We evaluated the state of Iba-1-labeled microglia (ramification, total process length, area of cell soma) in female and male CIE-ED and ED rats under vehicle and endostatin conditions, as these morphological characteristics define the activity state of these cells [24]. We found reduced process ramification and total process length in vehicle female and male CIE-ED rats. These morphological changes reveal the activated state of Iba-1-labeled microglia. In addition, in vehicle CIE-ED females, enhanced area of cell soma of Iba-1-labeled cells was evident. In females, endostatin normalized the morphological changes in CIE-ED rats to control levels (p < 0.05; Fig. 3d–f). We then determined whether the activity state of microglial cells in female CIE-ED rats occurred coincidentally with activity and expression of the transcription factor NF-kB, as it regulates inflammation and innate immunity and plays a role in neuroinflammatory responses in AUD [25, 26]. Western blot analyses of NF-kBp65 were conducted on PLC tissue lysates. CIE-ED enhanced activity and expression of NF-kB in the PLC and endostatin prevented this effect (Fig. 3g). In males, endostatin did not alter the morphological changes in CIE-ED rats, and therefore, maintained the activated state of these cells (Fig. 3h–j).
Electrophysiological analysis reveals distinct effects of endostatin on synaptic transmission and synaptic plasticity in the PLC in CIE-ED and ED female and male rats
We recorded evoked field excitatory postsynaptic potentials (fEPSPs) in PLC layer II/III (Fig. 4a, b) to assess potential effects of relapse to ethanol seeking and endostatin on basal synaptic transmission using a range of stimulus intensities (Fig. S8). We evaluated the input/output (I/O) curves in control, ED, and CIE-ED with vehicle or endostatin in females and males. In vehicle CIE-ED females, I/O curve was reduced and this was normalized with endostatin (p < 0.05; Fig. S8). I/O curve was unaffected in males.
We also evaluated the effects of endostatin on paired-pulse ratios (PPR) of fEPSPs (at 50 ms inter-stimulus interval) in female and male, control, CIE-ED, and ED rats. Changes in PPR are inversely related to transmitter release such that enhanced probability of transmitter release is associated with a reduction of PPR, whereas the decreased probability of transmitter release is associated with an increase in PPR [27, 28]. In vehicle CIE-ED females, we observed increased PPR or paired-pulse facilitation compared to all other groups, suggesting decreased glutamate release. Notably, this was completely abolished with endostatin (p < 0.05; Fig. 4c, d). In contrast, vehicle CIE-ED males displayed reduced PPR or paired-pulse depression compared to controls and ED groups, suggesting increased glutamate release. This effect, however, remained with endostatin (Fig. 4l).

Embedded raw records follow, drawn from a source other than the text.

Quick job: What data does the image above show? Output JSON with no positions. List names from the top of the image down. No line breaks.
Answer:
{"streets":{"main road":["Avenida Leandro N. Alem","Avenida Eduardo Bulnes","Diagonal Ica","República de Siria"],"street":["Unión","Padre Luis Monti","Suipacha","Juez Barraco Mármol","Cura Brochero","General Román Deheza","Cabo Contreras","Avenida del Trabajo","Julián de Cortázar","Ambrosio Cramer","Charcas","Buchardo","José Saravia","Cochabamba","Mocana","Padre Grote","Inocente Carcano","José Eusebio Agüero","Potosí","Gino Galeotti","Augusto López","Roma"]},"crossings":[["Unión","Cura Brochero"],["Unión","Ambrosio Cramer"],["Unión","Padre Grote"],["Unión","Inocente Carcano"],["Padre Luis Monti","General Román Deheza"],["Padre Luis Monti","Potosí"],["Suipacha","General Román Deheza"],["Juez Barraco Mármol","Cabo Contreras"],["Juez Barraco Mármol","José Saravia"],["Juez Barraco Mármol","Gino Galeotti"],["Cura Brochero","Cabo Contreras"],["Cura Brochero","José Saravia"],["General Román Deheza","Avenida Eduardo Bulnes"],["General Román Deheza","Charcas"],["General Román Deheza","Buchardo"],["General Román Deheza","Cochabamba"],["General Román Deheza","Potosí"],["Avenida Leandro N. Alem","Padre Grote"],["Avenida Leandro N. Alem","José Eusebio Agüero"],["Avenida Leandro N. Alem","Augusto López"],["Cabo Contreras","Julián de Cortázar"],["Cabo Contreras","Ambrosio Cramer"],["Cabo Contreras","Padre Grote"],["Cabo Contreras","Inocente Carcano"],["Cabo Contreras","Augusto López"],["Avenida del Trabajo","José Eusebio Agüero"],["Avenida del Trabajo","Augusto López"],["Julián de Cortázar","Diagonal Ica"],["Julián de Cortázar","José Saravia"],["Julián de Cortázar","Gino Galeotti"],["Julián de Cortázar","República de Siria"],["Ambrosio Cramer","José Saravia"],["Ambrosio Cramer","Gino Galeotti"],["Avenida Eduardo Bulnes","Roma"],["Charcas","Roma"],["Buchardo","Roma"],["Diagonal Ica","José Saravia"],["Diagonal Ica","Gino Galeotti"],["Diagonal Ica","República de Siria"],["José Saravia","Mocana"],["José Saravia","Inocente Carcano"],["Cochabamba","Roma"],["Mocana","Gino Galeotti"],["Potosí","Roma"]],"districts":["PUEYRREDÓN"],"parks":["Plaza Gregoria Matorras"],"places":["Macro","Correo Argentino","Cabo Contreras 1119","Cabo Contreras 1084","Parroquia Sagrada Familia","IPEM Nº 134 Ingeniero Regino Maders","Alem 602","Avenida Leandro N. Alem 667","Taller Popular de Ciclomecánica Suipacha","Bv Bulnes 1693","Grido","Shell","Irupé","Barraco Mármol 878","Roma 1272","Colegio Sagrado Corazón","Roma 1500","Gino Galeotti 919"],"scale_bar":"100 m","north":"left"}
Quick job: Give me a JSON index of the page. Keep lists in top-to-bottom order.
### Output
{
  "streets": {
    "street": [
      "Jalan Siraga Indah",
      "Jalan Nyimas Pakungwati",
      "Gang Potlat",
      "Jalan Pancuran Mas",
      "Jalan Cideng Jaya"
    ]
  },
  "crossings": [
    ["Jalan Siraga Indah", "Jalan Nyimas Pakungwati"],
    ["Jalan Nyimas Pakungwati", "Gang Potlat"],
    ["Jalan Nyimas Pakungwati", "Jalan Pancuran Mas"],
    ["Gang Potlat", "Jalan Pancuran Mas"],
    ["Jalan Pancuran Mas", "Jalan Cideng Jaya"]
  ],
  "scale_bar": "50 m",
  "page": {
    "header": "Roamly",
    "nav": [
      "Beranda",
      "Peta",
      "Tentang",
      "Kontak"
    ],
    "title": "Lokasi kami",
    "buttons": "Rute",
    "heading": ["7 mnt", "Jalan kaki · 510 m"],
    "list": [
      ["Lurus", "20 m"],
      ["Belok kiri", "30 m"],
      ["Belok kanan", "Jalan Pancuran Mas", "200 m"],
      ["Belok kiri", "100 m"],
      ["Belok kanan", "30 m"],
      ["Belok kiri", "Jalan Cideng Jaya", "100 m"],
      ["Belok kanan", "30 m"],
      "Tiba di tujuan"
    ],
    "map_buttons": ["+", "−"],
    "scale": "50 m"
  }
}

Lastly, we also measured the degree of LTP as the average of the fEPSP slope after a 40 min period of post-HFS recording in the PLC in control, ED, and CIE-ED groups with vehicle or endostatin in female and male rats (Fig. 4j, p). We first demonstrate that the expression of LTP in the PLC in female and male rats under control conditions is dependent on activation of GluN and GluA receptors (Fig. 4g, o). The degree of LTP was not altered by ethanol under ED and CIE-ED conditions in female and male rats (Fig. 4j,p). To further investigate the underlying LTP mechanisms in each group, we tested whether GluN or GluA signaling was involved in HFS-induced plasticity in the PLC, in control, ED, and CIE-ED groups with vehicle or endostatin by inhibiting GluN or GluA signaling prior to the HFS paradigm. Following applications of DNQX, we observed a complete blockade of LTP in control, ED, and CIE-ED groups under vehicle and endostatin in female and male rats (Fig. 4j, p). In females, following applications of APV we observed complete blockade of LTP in control and ED groups in vehicle and endostatin conditions (Fig. 4j). Although in vehicle CIE-ED females, application of APV did not block LTP, endostatin rescued this effect (Fig. 4j). In males, following applications of APV we observed complete blockade of LTP in control, ED, and CIE-ED groups in vehicle and endostatin conditions (Fig. 4p). We then determined a mechanism for endostatin’s effect on PPR and rescue of GluN mediated LTP in female CIE-ED rats (Fig. 5). Western blot analyses of pCaMKII and tCaMKII were conducted on PLC tissue lysates. Endostatin enhanced expression of pCaMKII in the PLC at the autophosphorylation site in female CIE-ED rats without altering tCaMKII expression (Fig. 5a,b).
Discussion
A growing number of in vitro and in vivo studies demonstrate that ethanol alters the expression of endothelial cell junction proteins and disrupts blood–brain barrier function [8, 10, 11, 29]. Thus, here we investigated the sexually dimorphic role of PECAM-1, a junction protein of endothelial cells in relapse to ethanol drinking using the well-established CIE-ED rat model of ethanol dependence that produces behavioral, neurobiological, and transcriptional changes that overlap with those found in moderate to severe AUD. We also included an established ED model of mild AUD and sucrose drinking to determine PECAM-1 depletion on nondependent ethanol drinking and sucrose drinking. Moreover, histological, biochemical, and electrophysiological analyses in the PLC provided important mechanistic insight into how PECAM-1 depletion impacts alcohol dependence-induced neuroadaptations and behavioral changes in each sex.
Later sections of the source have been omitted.